→ **Activity**
Whenever a line in the data holds the string "canvas", pull that line out.

→ **Extracted material**
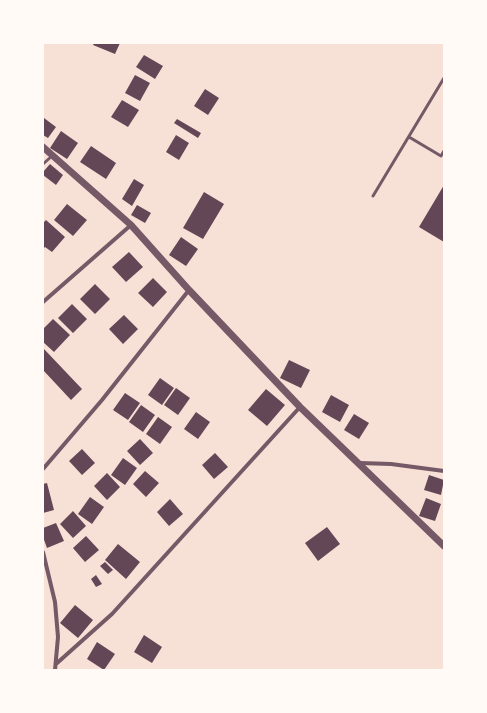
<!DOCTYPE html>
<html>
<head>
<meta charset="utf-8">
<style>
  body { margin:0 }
  #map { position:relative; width:487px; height:713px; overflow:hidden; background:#f7e1d7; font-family:"Nunito Sans",sans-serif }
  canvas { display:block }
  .frame { position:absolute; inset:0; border:44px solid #fffaf5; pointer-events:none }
</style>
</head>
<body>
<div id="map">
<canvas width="487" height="713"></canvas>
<div class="frame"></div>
</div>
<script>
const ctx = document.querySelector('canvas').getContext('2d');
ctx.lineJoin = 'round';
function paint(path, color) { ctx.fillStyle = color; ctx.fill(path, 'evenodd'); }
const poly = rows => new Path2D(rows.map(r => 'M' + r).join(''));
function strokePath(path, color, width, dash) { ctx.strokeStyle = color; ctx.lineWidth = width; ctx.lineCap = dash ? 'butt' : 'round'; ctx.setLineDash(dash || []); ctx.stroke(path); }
const building = poly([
  [94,43,120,43,115,54,93,45],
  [144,55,163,66,155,79,136,67],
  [135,75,150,83,140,101,125,93],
  [205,89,219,98,208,115,194,106],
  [122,100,139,110,128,127,111,117],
  [44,118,56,127,48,138,43,135],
  [177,119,201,133,198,138,174,123],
  [61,131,78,143,67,159,50,148],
  [176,135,189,143,179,160,166,152],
  [91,146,116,163,106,179,80,162],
  [50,164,63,175,56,185,43,175,43,172],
  [134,179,144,185,132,206,122,199],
  [444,185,444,242,419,227],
  [204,192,224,204,203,239,183,228],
  [67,204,87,220,73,236,54,220],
  [137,205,151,213,145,223,131,215],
  [46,220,65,237,52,252,45,247,43,249,43,223],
  [181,237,198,249,186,266,169,255],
  [129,252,143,267,126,282,112,267],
  [153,278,167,292,153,307,138,293],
  [95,284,110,299,95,314,80,299],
  [72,304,87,319,73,333,58,318],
  [124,315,138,329,123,344,109,329],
  [53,319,70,335,54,352,43,342,43,329],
  [44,349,82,389,71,400,43,370],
  [289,360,310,370,301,388,280,378],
  [160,378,174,388,162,405,148,395],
  [176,388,190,398,178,415,164,405],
  [266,389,285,405,267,426,248,410],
  [125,393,140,403,128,420,113,410],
  [331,395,349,405,340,422,322,412],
  [141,405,155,415,143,432,129,422],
  [196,412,210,422,198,439,184,429],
  [354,414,369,423,359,439,344,430],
  [158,417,172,427,160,444,146,434],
  [140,439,153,453,140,465,127,451],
  [82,449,95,463,82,475,69,461],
  [215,453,228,467,214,479,202,465],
  [123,458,137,468,125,485,111,475],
  [145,471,159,483,146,497,133,484],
  [107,473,120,487,107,500,94,486],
  [429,475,444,480,441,495,424,490],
  [47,483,54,510,43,513,43,484],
  [90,497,104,507,92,524,78,514],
  [426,498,441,504,435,521,419,516],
  [170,499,183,514,169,526,157,512],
  [73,511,86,526,73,538,60,524],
  [56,523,64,541,47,548,43,537,43,528],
  [327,527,340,544,318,561,305,543],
  [86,536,99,550,85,562,73,548],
  [118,544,140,562,126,579,105,560],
  [105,562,113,570,108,574,100,566],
  [96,575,102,584,96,587,91,579],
  [75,605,93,620,78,638,60,623],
  [144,635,162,647,152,663,134,652],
  [97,642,115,654,104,670,87,659]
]);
const service = poly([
  [409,137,441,156,444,151],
  [43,164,52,156],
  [373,196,444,78]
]);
const minor = poly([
  [43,302,131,225],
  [360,463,391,464,444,471],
  [43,469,102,400,189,290],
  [43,552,55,602,58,637,55,670],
  [56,664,112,614,300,407]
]);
const tertiary = poly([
  [43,147,131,225,189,290,300,407,444,546]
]);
paint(building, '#644757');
strokePath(service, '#755966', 3);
strokePath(minor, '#755966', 4);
strokePath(tertiary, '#755966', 7);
</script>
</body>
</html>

→ **Answer box**
  canvas { display:block }
<canvas width="487" height="713"></canvas>
const ctx = document.querySelector('canvas').getContext('2d');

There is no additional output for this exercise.